Since its initial launch in 1998, the orbital station underwent a broad series of maintenance issues such as computer failures that led to lack of oxygen in some modular parts of the station and cosmic debris collisions.
In a recent press conference, Stephanie Schierholz, spokeswoman for the U.S. space agency, told reporters that ISS had had “more serious problems” than a broken ammonia sensor. Ms. Schierholz explained that five years ago ISS faced an actual ammonia pump failure. The pump had to be repaired and the crew had to perform several space walks to get it done.
She also said that the actions took Wednesday by the ISS’ crew, such as sealing the module where the leak was detected and getting everyone take refuge in the Russian module of the station, were for a worst-case scenario like the pump failure.
ISS has been now orbiting the Earth for 17 years; it had human crew on board for 5,188 days, and has orbited our planet 92,357 times since its launch. So, according to NASA, malfunctions are unavoidable.

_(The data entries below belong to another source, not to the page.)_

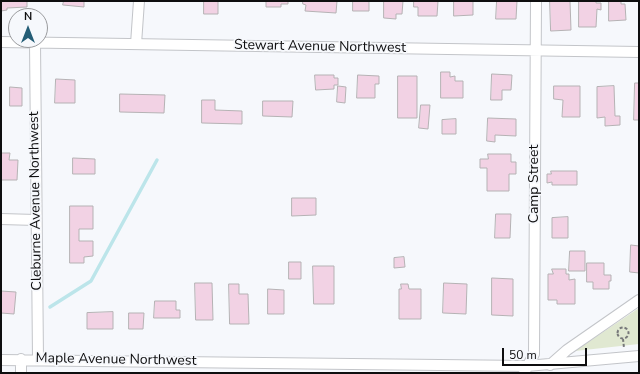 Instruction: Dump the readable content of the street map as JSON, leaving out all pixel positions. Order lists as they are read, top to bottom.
{
  "streets": {
    "street": [
      "Stewart Avenue Northwest",
      "Camp Street",
      "Cleburne Avenue Northwest",
      "Maple Avenue Northwest"
    ]
  },
  "crossings": [
    ["Stewart Avenue Northwest", "Camp Street"],
    ["Camp Street", "Maple Avenue Northwest"],
    ["Cleburne Avenue Northwest", "Maple Avenue Northwest"]
  ],
  "scale_bar": "50 m",
  "north": "top"
} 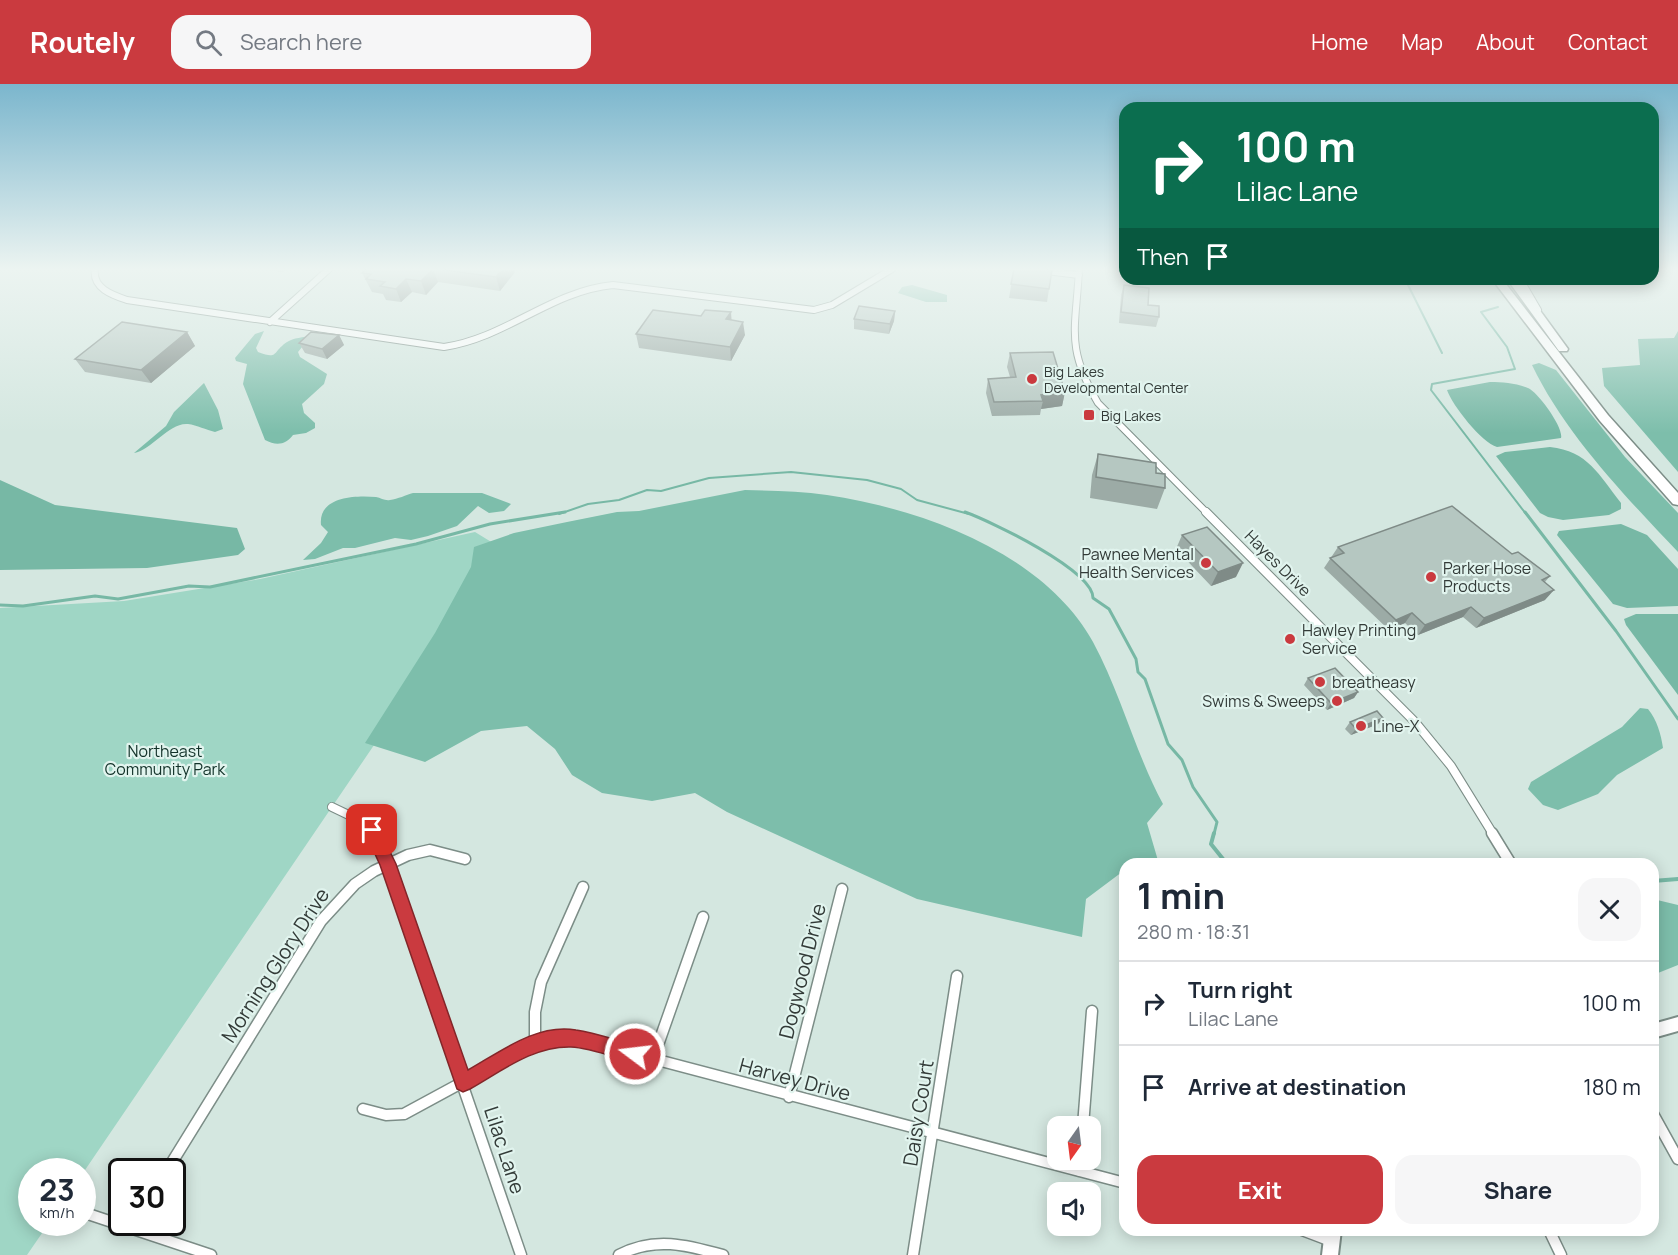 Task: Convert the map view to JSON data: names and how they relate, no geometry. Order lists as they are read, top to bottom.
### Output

Since 1998, ISS was gradually built up from several module-like parts that were beamed up from Earth.
“The first piece of the space station was put in orbit [in 1998], but the assembly actually took quite a bit of time, and wasn’t completed until 2011,”
Ms. Schierholz explained.
She also added that it took so long for the ISS to be completed because by adding the separate parts into it, the station used to change its configuration every time a new piece was brought up. The separate modular pieces were ferried from Earth by the space shuttle.
Additionally, the building of the ISS was delayed after the space shuttle Columbia’s failure in 2003 when the U.S. suspended the shuttle program for two and a half years. The suspension also led to a massive waste accumulation on ISS that further delayed operations.
But 2007 was the unluckiest year with a major computer failure that temporarily deprived the station of fresh air and shut down its thrusters. Thrusters are vital for the ISS since they allow it to dodge spatial debris and prevent deadly collisions. Also, in 2007, because a solar panel was damaged, one of the ISS astronauts had to perform a risky spacewalk on the space shuttle’s inspection arm.
Plus in 2010, the ammonia pump failure occurred.
Ms. Schierholz explained that all those failures were anticipated and the astronauts had been trained to cope with them. Also, space walks are constantly planned at the end of the life cycle of every part.
When asked for how long the aging orbital station would remain functional, NASA said that for as long as the federal government and its international partners would fund the project.
NASA also explained that ISS is certified for a particular lifetime. The current certification lasts until 2020, but the U.S. President plans to extend it to 2024, NASA added.